_Problem_.
Look through the records and copy each line that has "Ibarra" in it.

_Supplied records_.
==========

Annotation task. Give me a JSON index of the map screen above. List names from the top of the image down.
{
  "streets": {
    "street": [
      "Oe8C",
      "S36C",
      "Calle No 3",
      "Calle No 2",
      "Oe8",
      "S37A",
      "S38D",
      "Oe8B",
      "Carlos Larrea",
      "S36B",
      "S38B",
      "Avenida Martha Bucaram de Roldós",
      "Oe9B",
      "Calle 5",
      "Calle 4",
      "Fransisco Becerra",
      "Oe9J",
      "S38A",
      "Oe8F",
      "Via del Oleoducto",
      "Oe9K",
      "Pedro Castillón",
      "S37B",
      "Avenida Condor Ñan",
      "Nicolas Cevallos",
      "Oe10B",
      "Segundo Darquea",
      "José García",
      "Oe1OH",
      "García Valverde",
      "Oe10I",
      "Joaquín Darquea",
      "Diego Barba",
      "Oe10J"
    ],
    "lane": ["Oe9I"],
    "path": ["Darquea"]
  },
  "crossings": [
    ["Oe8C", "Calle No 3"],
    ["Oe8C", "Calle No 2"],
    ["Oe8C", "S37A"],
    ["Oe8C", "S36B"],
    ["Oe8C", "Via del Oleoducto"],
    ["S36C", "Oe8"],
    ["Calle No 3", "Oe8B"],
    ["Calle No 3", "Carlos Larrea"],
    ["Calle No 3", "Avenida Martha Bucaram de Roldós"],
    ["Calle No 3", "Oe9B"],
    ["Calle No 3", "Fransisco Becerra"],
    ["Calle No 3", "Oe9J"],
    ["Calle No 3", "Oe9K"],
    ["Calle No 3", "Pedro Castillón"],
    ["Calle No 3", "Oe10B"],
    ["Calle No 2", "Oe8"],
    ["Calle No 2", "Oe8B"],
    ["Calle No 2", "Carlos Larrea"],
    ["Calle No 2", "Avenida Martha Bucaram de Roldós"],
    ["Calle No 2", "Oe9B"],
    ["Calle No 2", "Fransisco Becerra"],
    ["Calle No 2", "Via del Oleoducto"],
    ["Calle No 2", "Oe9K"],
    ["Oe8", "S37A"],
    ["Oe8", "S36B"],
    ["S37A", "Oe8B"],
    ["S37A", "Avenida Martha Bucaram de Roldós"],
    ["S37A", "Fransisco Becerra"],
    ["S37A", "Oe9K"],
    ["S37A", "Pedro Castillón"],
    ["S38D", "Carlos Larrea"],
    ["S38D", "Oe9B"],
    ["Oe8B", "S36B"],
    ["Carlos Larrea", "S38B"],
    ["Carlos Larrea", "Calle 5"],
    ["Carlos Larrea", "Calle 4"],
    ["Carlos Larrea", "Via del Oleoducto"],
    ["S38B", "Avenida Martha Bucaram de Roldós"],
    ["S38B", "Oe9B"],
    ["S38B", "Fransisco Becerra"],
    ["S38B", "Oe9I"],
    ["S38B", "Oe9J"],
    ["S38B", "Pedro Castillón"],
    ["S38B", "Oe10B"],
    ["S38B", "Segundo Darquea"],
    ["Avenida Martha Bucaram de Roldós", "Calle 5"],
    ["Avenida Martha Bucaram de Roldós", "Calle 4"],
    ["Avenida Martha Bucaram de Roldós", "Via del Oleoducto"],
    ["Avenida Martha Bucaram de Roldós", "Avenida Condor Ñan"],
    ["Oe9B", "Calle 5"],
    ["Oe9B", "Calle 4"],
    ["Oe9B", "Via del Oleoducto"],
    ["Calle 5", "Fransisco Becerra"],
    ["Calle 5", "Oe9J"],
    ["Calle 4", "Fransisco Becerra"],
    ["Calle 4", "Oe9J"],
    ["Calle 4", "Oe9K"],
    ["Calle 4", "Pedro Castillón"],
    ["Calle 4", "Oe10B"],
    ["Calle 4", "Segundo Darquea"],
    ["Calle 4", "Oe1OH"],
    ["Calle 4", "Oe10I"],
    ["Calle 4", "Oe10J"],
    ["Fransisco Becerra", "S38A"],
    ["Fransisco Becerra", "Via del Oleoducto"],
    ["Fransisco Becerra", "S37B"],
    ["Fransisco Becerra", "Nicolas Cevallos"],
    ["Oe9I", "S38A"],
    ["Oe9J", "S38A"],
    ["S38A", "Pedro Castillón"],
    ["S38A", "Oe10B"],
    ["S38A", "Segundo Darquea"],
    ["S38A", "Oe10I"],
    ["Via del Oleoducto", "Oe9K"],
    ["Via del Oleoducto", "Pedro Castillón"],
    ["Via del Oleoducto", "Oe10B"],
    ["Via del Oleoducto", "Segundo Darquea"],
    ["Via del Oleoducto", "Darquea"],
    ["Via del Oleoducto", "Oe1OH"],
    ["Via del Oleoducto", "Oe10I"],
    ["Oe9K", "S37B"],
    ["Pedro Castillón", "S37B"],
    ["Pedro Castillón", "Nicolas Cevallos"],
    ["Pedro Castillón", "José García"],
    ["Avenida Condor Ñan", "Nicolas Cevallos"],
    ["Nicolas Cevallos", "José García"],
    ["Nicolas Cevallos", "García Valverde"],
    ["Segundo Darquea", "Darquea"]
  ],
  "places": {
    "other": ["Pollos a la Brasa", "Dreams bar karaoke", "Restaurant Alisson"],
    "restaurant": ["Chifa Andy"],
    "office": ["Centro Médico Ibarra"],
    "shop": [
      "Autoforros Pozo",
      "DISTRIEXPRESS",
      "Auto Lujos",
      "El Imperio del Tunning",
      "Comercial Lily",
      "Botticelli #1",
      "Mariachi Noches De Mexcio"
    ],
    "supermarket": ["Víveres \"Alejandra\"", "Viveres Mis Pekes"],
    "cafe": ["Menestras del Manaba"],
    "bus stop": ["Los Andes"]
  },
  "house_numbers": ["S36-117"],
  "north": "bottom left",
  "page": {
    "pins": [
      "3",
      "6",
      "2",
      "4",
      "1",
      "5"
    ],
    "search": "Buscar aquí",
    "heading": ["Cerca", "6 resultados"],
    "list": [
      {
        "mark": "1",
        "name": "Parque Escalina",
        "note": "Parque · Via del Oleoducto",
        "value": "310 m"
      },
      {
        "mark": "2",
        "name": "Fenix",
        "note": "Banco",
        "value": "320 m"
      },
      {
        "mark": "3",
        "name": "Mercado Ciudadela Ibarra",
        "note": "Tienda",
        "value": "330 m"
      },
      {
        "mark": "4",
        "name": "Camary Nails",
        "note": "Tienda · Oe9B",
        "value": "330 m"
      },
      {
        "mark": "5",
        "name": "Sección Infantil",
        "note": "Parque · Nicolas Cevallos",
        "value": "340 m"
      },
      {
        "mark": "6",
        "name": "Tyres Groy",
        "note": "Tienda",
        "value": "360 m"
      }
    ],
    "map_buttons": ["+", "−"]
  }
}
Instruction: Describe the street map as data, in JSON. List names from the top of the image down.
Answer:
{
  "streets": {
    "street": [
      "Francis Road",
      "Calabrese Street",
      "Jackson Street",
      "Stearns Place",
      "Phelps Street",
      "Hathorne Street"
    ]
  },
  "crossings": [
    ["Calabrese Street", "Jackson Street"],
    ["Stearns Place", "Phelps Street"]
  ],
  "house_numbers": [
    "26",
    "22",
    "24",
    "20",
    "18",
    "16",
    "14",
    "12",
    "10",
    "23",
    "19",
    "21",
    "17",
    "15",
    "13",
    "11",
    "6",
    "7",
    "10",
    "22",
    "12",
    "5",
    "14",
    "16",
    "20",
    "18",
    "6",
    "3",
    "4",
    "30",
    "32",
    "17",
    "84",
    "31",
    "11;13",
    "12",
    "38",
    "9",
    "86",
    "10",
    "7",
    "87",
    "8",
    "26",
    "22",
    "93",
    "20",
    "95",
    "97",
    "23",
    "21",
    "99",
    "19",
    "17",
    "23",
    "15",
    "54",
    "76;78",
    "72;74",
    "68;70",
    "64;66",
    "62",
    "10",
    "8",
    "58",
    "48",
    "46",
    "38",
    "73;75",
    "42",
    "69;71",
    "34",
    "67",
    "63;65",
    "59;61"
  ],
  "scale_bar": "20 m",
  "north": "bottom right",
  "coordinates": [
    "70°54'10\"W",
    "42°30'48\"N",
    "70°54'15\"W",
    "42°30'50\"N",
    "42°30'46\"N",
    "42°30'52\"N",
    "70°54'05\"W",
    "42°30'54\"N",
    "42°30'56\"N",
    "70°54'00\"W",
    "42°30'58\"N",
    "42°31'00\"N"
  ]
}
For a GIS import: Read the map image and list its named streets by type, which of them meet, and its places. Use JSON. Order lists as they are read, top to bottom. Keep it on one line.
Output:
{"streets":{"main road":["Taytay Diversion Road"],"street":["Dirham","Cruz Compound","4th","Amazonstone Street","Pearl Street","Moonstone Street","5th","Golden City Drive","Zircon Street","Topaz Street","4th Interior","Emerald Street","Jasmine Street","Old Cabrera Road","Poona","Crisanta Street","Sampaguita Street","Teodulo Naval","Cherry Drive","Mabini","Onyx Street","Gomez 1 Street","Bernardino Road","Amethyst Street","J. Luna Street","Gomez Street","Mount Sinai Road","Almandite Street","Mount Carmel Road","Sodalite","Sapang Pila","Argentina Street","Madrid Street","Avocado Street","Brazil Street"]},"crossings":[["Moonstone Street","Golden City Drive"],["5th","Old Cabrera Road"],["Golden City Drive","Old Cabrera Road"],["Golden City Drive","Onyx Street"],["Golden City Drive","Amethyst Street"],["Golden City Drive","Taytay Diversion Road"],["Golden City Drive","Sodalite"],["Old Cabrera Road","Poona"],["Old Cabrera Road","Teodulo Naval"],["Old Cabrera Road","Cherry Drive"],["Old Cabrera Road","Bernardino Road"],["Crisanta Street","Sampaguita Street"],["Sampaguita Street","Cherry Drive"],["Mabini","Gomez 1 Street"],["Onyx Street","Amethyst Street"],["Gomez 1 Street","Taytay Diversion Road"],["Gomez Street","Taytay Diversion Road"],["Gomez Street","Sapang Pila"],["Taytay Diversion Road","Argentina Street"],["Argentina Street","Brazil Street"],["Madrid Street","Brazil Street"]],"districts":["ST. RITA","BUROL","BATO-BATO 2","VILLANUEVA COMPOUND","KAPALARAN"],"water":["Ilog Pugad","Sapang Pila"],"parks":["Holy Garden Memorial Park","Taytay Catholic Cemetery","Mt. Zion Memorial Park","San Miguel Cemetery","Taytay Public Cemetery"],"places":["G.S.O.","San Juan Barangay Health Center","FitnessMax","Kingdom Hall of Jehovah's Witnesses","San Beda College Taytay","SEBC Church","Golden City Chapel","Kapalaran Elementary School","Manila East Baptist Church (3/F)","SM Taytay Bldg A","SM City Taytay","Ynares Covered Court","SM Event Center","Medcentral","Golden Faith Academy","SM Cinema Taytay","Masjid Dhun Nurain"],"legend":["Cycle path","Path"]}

==========

_Solution for this exercise_.
    "office": ["Centro Médico Ibarra"],
        "name": "Mercado Ciudadela Ibarra",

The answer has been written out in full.